Some are predicting the big total eclipse this week could be one of the busiest days of traffic ever. More from Visual Capitalist on the economic impact below
On August 21st, millions of Americans will migrate to towns along the path of the upcoming solar eclipse. The Great American Eclipse will stretch over 12 states, and it’s already being called the greatest temporary mass migration to see a natural event in U.S. history.
The last total eclipse occurred in the United States in 1979, and businesses are cashing in on the pent-up enthusiasm for this extremely rare celestial event.
Here are some high payoffs that “eclipse boom towns” are hoping for:
Many of the towns in the path of totality have been aggressively marketing themselves to potential onlookers. One town, Hopkinsville, KY, has branded itself as “Eclipseville” leading up to the occasion. It’s likely to payoff, since it’s been reported that visitors from 19 countries and 46 states are descending upon the small town for the perfect glimpse of the phenomenon.
As another example, the sleepy agricultural town of Madras, OR, has an entire festival devoted to the solar eclipse. Appropriately named Oregon Solarfest and running from August 17-22, the festival takes advantage of the town’s perfect location in the high desert of Central Oregon and typical clear skies. Although it’s hard to really determine how many people are coming for the solar eclipse – Madras anticipates over 100,000 visitors, and millions of dollars pouring into the town’s economy.

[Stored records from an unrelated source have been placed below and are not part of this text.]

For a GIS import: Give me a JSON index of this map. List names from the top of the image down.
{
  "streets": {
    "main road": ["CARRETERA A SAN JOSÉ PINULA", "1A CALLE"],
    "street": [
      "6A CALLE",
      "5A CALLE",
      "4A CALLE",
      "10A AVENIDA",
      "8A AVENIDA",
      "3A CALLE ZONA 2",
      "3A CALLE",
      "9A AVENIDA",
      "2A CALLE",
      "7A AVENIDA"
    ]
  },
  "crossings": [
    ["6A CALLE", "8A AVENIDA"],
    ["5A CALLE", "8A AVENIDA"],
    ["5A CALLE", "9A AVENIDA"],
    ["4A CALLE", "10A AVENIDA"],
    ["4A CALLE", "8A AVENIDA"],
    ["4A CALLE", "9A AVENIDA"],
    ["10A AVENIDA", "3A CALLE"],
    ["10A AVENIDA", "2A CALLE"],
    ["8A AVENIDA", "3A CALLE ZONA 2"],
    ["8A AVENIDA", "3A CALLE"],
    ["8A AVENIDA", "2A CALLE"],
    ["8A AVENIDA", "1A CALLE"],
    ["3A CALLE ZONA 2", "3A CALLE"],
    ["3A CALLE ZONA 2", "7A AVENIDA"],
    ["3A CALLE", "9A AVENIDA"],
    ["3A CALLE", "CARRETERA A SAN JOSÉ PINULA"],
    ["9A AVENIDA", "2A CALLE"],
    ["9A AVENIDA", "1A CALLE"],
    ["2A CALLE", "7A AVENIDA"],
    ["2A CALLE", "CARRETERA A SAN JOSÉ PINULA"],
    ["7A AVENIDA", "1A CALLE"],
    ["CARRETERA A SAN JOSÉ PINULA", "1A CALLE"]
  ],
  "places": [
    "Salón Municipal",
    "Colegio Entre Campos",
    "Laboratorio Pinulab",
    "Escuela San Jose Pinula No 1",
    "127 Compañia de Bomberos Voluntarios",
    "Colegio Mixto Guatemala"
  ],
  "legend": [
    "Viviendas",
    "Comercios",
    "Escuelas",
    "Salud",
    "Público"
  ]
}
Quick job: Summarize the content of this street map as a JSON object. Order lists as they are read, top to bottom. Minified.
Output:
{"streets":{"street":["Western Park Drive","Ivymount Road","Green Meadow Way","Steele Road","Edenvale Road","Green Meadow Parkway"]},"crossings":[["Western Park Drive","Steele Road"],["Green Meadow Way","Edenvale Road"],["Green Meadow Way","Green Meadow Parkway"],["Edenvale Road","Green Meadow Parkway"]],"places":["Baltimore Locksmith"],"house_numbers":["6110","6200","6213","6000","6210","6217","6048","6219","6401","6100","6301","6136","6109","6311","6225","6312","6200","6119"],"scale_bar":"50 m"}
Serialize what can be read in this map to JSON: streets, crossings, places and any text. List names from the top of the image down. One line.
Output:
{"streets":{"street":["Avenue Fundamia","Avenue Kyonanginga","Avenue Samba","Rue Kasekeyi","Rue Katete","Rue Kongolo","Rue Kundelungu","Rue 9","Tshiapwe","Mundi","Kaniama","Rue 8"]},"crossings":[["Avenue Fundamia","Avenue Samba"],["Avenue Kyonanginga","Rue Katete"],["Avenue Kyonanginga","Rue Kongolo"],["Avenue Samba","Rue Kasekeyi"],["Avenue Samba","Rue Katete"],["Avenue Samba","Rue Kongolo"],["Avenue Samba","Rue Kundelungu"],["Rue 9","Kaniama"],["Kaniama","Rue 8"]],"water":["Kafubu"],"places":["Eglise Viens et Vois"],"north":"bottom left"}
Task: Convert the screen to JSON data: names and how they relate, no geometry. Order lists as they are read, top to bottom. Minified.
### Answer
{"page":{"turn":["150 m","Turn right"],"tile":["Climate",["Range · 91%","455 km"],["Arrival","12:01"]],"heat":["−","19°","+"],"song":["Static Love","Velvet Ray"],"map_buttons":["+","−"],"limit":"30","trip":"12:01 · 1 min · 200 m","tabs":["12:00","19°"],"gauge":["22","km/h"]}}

Accommodation and short-term rentals are skyrocketing thanks to the eclipse craze. Hotels along the route have been 95% booked since 2013, so remaining rooms are going at a premium. Here are a couple examples:
Airbnb reports that over 40,000 guests have been booked along the path of totality so far, with Nashville and towns in South Carolina making up nearly half of that activity.
Total Eclipse of the Grid
The other big impact the eclipse will have is on the U.S. power grid – particularly in states that have a higher reliance on solar energy.
Out of 1,900 power plants, only 17 of them are in the path of totality (mostly in eastern Oregon), but hundreds of others will be at least 90% obscured (mostly around North Carolina and Georgia).
More than 100 million solar panels are expected to be affected, dropping output by 20% — equivalent to all the energy the city of San Francisco uses in a week.
At first glance, the eclipse might seem like a major headache for utilities, power generators, and grid operators. However, David Shepheard, a managing director at Accenture, sees it instead as a rare opportunity for a “forecastable dress rehearsal” for dealing with major grid interruptions. Some companies are even using the brief interruption to measure exactly how much rooftop solar power is actually connected to their grids.
Party like it’s 2024
If you aren’t able to watch the upcoming eclipse, don’t worry. The next total solar eclipse in the United States will take place in 2024. (You may want to book your room now though!)